Health Minister rules out any new warnings to schoolgirls on HPV vaccine
Health Minister Simon Harris has ruled out putting any new warnings on the vaccine given to schoolgirls to prevent cervical cancer.
The minister gave the HPV vaccine the all-clear based on a European expert study which looked at its safety.
The research was carried out in the wake of fears by some parents that it was associated with a small group of teenage girls developing symptoms such as chronic fatigue syndrome, pain and seizures after getting the jab.
"The European Medicines Agency has advised healthcare professionals that available data does not warrant any change to the use of HPV vaccines as there are no new safety concerns regarding HPV vaccines," he said.
"I am aware of claims of an association between HPV vaccination and a number of symptoms experienced by a group of young women.
"It appears that some girls first suffered symptoms around the time they received the HPV vaccine, and understandably some parents have connected the vaccine to their daughter’s condition.

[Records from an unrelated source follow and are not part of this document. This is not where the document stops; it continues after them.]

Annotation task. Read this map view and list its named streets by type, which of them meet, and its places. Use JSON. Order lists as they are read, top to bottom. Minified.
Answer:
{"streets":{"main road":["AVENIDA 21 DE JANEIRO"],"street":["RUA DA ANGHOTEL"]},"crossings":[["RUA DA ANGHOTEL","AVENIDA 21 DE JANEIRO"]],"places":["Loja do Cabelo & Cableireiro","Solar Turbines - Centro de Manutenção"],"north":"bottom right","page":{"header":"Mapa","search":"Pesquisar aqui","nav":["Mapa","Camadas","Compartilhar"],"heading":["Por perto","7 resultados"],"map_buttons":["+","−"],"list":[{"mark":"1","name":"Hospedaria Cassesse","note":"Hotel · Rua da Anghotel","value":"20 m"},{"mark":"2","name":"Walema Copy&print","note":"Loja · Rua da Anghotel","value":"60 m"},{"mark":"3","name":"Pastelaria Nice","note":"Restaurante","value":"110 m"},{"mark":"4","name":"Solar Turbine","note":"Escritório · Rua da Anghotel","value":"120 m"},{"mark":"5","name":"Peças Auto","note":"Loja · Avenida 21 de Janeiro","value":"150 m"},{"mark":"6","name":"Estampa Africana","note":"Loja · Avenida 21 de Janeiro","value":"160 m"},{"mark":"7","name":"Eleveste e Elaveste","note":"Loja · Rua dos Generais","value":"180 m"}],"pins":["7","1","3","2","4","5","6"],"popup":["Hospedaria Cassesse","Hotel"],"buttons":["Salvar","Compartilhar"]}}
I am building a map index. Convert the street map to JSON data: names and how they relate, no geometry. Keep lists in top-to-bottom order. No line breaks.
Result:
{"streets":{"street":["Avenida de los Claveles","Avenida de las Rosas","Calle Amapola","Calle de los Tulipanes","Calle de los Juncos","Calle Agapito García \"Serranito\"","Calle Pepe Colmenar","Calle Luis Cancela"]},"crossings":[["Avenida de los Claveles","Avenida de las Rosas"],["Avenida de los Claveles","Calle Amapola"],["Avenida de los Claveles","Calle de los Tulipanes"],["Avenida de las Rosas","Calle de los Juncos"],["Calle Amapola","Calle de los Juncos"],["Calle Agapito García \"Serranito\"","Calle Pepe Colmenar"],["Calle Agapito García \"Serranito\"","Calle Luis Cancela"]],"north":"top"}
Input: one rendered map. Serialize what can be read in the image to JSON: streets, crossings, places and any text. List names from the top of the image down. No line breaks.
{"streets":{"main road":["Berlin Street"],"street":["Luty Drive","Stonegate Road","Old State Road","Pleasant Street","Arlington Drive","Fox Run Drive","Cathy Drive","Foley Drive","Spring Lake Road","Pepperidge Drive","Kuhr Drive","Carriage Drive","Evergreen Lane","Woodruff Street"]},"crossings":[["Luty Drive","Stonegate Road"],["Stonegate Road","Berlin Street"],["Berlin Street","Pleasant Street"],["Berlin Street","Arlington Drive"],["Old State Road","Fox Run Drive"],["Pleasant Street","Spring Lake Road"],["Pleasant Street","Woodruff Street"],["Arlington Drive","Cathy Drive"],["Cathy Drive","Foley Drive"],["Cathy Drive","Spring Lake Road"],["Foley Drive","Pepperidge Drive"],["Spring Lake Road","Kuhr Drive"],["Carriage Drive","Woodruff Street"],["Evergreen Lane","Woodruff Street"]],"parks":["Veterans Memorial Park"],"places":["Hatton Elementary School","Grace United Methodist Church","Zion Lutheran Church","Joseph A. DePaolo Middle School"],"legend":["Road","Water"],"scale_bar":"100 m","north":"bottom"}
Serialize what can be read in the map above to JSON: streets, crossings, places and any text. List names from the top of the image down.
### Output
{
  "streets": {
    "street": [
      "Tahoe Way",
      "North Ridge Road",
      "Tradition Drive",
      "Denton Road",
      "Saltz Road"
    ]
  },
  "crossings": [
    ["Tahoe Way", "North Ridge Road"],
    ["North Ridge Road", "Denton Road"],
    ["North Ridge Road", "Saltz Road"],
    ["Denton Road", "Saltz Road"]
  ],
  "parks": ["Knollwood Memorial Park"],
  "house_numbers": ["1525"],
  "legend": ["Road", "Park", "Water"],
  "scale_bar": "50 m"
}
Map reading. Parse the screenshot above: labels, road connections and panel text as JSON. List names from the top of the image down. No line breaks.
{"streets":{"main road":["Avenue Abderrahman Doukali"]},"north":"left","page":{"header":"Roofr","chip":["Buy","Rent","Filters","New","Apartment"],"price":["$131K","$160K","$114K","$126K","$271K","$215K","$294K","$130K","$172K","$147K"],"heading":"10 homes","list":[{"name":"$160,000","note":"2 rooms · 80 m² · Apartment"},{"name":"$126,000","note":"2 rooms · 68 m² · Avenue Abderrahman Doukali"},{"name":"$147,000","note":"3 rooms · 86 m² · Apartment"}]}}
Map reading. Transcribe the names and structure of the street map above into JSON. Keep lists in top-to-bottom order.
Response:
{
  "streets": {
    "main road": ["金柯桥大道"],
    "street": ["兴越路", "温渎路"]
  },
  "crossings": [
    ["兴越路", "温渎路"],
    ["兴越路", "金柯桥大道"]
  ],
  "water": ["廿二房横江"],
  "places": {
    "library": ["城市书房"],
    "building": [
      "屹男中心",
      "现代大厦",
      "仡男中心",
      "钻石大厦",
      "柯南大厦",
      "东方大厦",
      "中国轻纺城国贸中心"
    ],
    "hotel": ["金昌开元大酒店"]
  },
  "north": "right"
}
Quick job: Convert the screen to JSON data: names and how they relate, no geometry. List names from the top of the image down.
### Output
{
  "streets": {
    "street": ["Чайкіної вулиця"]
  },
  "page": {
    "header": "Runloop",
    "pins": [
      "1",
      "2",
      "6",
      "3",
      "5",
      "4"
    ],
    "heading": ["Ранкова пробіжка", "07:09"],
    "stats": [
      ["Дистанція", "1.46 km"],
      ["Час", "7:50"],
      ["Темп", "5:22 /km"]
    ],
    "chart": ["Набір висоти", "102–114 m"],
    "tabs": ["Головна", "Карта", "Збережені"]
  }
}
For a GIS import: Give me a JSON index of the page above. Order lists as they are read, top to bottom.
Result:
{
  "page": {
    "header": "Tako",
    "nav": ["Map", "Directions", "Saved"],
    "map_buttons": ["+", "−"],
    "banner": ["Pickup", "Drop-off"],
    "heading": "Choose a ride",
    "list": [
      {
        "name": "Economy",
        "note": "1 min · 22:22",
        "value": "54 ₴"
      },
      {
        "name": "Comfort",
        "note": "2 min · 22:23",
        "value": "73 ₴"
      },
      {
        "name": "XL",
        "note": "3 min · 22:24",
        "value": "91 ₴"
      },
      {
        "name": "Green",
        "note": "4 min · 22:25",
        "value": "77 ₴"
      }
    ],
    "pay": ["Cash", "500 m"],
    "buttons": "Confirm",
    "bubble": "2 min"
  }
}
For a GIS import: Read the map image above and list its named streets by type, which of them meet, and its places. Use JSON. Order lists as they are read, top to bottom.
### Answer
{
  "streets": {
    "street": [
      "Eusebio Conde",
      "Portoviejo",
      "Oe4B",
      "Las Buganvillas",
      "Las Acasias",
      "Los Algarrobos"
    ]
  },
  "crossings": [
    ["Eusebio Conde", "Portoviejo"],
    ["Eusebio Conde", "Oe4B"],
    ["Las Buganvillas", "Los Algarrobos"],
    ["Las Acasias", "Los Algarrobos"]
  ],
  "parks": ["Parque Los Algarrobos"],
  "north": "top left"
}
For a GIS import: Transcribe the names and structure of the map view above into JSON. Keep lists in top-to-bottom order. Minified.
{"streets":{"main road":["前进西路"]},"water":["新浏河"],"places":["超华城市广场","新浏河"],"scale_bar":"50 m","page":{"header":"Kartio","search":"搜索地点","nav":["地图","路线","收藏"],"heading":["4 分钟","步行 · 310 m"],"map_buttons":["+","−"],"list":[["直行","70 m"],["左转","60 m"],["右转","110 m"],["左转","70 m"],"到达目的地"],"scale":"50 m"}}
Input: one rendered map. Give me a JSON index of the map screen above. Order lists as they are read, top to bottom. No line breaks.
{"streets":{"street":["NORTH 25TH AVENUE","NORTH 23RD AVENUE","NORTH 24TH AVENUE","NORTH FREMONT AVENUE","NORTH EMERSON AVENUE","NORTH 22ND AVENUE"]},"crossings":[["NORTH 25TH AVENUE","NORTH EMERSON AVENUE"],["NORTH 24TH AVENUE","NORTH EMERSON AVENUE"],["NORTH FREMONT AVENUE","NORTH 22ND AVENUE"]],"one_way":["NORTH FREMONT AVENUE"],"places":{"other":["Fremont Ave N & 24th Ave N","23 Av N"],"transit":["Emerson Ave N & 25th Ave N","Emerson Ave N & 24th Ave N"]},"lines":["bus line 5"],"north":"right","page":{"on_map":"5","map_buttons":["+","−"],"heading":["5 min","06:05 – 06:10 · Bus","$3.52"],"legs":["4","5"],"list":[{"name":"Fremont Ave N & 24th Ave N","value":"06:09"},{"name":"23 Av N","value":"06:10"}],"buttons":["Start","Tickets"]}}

"Anyone who is suffering ill health is eligible to seek medical attention, and to access appropriate health and social care services, irrespective of the cause of their symptoms.
"The individual nature of the needs of some children may require access to specialist services which can be accessed through their GP," he added.
He said the immunisation programme in Ireland is based on the advice of the National Immunisation Advisory Committee (NIAC).
NIAC is a committee of the Royal College of Physicians of Ireland comprising of experts in a number of specialties including infectious diseases, paediatrics and public health.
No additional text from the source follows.